(Collected data entries)
━━━━━━━━━━

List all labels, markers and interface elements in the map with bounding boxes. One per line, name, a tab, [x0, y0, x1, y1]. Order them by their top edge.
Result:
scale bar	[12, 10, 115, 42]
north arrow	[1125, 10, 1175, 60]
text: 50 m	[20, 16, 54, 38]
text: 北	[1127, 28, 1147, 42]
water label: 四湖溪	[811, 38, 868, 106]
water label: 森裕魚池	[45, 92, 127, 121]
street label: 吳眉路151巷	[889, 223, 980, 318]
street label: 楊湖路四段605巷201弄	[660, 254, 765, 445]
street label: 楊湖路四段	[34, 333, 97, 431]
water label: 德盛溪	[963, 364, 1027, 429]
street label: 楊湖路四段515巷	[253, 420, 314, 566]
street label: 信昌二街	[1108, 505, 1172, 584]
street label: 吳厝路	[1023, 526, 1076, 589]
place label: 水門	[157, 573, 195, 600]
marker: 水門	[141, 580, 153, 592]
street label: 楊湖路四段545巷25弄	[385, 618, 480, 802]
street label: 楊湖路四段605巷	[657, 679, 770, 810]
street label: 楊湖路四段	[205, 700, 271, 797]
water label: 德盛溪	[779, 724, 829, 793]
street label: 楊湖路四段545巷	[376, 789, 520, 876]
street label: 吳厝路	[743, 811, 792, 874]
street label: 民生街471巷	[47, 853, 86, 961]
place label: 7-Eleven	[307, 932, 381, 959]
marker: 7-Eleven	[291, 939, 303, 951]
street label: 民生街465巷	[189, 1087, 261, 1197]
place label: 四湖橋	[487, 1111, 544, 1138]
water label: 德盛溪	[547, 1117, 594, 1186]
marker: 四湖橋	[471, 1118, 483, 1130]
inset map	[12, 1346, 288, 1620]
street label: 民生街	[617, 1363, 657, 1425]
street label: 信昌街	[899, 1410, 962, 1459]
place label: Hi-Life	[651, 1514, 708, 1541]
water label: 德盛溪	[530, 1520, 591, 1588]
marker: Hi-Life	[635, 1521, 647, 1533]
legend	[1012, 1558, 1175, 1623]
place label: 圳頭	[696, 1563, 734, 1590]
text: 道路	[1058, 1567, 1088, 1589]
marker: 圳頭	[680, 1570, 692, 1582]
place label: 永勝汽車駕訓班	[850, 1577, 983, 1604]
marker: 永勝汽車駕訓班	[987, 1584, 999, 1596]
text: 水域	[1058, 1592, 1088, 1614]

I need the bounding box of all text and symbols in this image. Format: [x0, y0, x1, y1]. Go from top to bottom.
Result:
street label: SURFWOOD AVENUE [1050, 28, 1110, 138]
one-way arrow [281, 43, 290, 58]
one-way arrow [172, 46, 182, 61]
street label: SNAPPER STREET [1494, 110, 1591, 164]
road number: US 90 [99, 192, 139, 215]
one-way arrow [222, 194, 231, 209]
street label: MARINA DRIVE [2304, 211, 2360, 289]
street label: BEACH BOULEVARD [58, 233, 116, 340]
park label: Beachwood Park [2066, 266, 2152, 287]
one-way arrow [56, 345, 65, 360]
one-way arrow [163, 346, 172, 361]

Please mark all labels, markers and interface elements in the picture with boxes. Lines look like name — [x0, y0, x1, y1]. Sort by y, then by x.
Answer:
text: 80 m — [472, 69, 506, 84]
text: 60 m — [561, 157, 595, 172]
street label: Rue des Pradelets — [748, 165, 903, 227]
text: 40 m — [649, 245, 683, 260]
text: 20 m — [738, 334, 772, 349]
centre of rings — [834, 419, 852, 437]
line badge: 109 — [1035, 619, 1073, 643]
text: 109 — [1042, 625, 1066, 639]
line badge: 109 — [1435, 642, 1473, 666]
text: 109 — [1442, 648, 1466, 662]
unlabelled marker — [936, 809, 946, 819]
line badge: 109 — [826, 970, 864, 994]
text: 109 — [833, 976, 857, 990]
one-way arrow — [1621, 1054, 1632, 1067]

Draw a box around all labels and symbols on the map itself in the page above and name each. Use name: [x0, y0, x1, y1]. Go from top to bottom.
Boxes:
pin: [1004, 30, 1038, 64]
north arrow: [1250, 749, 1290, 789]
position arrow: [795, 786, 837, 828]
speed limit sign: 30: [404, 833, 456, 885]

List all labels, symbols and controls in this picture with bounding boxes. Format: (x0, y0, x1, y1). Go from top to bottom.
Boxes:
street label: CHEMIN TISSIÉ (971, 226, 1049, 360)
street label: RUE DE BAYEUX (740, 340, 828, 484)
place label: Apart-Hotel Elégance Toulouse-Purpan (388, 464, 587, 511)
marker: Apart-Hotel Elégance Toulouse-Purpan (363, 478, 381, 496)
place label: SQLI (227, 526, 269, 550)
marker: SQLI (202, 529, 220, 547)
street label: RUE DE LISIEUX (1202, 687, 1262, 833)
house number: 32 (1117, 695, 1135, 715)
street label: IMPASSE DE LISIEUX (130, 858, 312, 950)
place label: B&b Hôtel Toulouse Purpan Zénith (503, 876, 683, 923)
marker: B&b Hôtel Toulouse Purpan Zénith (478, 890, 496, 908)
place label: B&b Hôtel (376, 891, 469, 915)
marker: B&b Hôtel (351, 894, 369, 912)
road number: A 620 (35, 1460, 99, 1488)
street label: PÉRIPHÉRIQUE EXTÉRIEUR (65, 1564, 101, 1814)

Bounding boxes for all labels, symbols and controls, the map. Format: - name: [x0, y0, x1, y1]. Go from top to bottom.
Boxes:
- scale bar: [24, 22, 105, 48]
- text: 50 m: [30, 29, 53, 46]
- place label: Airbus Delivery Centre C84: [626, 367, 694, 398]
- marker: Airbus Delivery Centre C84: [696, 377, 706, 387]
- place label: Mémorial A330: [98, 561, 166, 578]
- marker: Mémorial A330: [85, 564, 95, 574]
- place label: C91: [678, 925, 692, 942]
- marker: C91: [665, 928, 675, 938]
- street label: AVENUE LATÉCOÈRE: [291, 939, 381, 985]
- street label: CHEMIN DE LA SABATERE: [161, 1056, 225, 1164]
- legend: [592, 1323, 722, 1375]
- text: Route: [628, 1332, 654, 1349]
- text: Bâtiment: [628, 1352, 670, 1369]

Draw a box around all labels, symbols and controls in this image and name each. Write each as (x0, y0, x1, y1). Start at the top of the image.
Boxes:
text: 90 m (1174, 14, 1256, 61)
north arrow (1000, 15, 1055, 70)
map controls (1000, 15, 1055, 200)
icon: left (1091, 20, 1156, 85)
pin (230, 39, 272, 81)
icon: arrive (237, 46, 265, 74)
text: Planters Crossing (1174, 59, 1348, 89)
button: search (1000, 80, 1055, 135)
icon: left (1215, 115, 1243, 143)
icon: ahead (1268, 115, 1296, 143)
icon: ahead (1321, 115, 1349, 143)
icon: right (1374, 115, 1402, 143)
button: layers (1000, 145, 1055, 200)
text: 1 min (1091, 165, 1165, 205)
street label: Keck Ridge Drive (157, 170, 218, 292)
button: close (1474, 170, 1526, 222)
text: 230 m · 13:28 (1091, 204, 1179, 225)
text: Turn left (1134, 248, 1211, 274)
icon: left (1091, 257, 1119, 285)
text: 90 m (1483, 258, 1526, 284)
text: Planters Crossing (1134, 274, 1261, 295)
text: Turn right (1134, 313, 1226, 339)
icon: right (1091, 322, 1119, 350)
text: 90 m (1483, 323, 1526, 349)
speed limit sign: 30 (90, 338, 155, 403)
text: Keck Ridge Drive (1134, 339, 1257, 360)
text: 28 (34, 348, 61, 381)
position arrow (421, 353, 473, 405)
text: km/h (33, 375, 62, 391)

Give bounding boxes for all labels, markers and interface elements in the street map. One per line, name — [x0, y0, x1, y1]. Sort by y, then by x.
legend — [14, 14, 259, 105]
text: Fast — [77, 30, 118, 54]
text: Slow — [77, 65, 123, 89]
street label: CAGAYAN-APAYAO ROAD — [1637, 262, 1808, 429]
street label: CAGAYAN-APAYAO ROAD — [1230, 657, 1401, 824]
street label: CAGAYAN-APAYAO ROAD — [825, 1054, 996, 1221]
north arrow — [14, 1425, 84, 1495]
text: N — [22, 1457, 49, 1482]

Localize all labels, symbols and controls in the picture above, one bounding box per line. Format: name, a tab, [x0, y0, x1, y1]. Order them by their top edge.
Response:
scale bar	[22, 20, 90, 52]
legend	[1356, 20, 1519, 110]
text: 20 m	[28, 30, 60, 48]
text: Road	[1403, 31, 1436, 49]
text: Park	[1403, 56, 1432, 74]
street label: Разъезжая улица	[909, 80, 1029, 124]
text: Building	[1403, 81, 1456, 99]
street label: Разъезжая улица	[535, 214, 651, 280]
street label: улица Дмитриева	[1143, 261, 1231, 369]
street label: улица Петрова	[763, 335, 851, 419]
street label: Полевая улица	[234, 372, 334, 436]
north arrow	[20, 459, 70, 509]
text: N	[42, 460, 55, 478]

━━━━━━━━━━

Whenever a line in the entries above includes the word "edge", pull that line out.

Completed exercise:
List all labels, markers and interface elements in the map with bounding boxes. One per line, name, a tab, [x0, y0, x1, y1]. Order them by their top edge.
Localize all labels, symbols and controls in the picture above, one bounding box per line. Format: name, a tab, [x0, y0, x1, y1]. Order them by their top edge.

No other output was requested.